Между тем Сазонов допрашивал еще одного соседа Панкратьевых, толстого старика, похожего на нэпмана, удалившегося от дел. К таким типам у Сазонова не было веры, но старик вовсю старался быть искренним.
- Значит, когда вы четвертого августа, примерно в одиннадцать часов, пошли гулять с собакой, то обратили внимание, что дверь в квартиру профессора приоткрыта?
- Да, я еще удивился - почему?
- Расскажите подробней о вашей прогулке. Вы дошли до самого пустыря?
- Я всегда так прогуливаю собаку. У пустыря я отпустил собаку, подождал, пока она набегается, и пошел обратно домой.
- Попытайтесь вспомнить, что вы увидели по пути.

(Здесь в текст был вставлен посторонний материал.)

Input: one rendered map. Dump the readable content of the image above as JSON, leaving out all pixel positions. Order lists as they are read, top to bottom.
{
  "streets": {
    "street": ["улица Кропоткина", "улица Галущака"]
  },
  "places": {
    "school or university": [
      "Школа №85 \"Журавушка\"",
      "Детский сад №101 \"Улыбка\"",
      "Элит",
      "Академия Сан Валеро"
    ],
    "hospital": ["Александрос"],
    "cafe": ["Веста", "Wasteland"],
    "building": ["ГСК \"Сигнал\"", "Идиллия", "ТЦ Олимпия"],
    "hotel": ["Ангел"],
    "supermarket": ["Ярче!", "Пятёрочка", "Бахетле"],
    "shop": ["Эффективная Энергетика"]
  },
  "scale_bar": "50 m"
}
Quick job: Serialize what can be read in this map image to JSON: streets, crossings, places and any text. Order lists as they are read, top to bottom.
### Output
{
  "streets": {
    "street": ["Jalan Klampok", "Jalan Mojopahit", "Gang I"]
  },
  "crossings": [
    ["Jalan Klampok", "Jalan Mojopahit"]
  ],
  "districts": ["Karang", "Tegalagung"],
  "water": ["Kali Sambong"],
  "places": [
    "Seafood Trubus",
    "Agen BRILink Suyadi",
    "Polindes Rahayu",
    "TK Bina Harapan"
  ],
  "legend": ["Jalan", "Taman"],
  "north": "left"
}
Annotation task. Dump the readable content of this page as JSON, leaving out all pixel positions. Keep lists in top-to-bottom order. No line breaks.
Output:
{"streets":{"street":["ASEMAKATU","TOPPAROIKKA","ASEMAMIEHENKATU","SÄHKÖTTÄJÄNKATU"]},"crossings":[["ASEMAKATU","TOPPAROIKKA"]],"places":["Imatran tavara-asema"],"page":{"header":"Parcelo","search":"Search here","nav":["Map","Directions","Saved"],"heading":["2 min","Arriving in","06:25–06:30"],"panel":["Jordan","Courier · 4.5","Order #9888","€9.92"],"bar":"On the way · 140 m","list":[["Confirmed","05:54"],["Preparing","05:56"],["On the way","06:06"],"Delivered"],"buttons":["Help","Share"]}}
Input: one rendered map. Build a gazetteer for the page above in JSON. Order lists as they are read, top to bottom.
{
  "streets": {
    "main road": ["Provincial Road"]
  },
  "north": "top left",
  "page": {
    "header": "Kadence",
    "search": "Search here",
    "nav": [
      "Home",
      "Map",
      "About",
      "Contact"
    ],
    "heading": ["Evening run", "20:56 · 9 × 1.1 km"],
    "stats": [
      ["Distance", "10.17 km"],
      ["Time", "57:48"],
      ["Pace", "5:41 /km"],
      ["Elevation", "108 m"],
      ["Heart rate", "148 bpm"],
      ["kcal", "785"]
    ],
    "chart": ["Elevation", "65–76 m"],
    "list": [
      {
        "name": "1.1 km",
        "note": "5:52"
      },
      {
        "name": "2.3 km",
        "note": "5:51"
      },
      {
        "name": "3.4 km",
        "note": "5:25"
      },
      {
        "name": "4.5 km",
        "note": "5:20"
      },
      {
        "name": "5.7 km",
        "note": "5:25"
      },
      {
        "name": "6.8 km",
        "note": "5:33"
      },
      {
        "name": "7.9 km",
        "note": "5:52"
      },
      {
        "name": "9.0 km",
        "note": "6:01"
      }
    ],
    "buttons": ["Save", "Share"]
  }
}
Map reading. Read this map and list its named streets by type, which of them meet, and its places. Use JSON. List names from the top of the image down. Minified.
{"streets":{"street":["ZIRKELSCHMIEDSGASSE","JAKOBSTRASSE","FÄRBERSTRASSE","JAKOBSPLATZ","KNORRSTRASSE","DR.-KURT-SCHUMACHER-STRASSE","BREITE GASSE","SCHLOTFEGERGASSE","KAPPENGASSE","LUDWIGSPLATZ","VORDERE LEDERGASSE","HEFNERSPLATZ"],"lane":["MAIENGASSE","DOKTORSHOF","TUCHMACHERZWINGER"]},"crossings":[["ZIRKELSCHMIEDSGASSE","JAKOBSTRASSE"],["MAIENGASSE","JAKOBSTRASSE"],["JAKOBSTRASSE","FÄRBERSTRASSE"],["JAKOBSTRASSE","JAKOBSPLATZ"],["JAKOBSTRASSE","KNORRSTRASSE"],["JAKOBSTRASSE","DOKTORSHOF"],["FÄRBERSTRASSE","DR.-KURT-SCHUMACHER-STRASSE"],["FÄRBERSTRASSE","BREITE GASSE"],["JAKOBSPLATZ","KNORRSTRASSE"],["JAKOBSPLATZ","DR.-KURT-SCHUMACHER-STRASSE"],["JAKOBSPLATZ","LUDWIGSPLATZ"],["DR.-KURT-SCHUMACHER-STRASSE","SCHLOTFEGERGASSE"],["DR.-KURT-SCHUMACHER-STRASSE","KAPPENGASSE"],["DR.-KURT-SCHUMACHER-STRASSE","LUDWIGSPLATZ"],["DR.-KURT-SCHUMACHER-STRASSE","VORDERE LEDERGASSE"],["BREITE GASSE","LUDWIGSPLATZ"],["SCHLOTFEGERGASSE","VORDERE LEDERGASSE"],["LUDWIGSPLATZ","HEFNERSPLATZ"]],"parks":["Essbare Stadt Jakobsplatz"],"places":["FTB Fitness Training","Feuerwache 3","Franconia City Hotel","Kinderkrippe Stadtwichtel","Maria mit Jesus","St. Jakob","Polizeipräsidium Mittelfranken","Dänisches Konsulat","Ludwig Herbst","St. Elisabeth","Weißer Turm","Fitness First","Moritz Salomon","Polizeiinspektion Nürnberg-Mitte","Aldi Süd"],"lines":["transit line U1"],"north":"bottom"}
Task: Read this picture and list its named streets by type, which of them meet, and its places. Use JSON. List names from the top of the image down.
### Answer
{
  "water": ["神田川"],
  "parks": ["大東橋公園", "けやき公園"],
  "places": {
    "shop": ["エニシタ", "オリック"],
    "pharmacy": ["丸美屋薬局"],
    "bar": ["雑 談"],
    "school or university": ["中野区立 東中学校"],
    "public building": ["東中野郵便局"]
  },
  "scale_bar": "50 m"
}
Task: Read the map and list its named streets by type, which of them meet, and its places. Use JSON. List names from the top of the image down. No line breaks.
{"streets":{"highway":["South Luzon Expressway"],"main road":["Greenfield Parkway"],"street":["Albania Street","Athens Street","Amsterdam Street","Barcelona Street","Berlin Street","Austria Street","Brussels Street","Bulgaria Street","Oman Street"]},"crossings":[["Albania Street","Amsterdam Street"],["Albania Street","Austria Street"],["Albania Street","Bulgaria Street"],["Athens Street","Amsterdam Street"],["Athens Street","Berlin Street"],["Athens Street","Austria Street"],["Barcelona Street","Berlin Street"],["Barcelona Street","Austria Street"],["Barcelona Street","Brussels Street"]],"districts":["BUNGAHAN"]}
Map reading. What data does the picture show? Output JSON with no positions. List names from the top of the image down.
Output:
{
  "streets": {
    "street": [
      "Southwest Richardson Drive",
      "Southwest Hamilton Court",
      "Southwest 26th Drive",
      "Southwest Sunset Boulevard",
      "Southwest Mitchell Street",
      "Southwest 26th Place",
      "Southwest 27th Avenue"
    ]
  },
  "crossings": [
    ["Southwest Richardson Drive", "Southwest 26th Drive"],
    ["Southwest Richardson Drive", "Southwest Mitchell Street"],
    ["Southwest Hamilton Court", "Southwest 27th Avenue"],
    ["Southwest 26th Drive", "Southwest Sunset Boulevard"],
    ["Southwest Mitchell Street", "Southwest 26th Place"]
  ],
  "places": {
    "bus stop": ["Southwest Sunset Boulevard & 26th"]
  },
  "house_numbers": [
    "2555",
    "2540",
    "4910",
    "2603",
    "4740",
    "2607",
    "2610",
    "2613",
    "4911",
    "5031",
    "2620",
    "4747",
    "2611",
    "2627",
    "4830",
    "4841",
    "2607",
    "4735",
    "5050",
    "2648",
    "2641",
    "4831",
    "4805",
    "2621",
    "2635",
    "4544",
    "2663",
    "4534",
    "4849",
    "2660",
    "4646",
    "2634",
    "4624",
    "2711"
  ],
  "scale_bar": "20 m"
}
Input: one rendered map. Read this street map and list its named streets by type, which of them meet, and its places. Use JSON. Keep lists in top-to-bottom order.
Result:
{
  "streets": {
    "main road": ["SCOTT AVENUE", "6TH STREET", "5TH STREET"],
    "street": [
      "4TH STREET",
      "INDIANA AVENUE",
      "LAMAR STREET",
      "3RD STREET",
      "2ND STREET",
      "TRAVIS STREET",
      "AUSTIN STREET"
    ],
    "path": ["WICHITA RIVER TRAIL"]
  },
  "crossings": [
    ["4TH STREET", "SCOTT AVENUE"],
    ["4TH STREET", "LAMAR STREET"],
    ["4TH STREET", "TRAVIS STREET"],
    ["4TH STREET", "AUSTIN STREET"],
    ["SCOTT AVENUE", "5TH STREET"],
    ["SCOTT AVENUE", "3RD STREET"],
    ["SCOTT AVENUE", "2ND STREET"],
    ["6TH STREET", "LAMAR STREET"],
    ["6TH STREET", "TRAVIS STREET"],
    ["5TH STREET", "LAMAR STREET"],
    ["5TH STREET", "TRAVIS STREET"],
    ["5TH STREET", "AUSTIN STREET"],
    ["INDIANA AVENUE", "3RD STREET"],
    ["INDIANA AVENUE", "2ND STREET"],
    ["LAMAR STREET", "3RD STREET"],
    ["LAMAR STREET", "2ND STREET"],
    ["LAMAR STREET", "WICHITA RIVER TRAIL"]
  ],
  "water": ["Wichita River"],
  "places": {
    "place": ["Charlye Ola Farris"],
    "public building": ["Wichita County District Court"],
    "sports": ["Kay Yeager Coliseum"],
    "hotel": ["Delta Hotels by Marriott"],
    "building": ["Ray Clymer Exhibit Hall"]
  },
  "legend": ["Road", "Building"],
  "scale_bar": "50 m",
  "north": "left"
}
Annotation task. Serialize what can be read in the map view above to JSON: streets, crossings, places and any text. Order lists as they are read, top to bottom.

Какие люди вам встретились?
- Ну, встретил женщину с ребенком на руках. Ребенок плакал, и мать пыталась его успокоить. На перекрестке под деревом стоял молодой человек и курил. Похоже, он ждал кого-то. И действительно, к нему подошел высокий мужчина в светлой безрукавке и темных брюках. Они начали спорить. Слышно было - ругались!
- А почему они спорили, вы не поняли?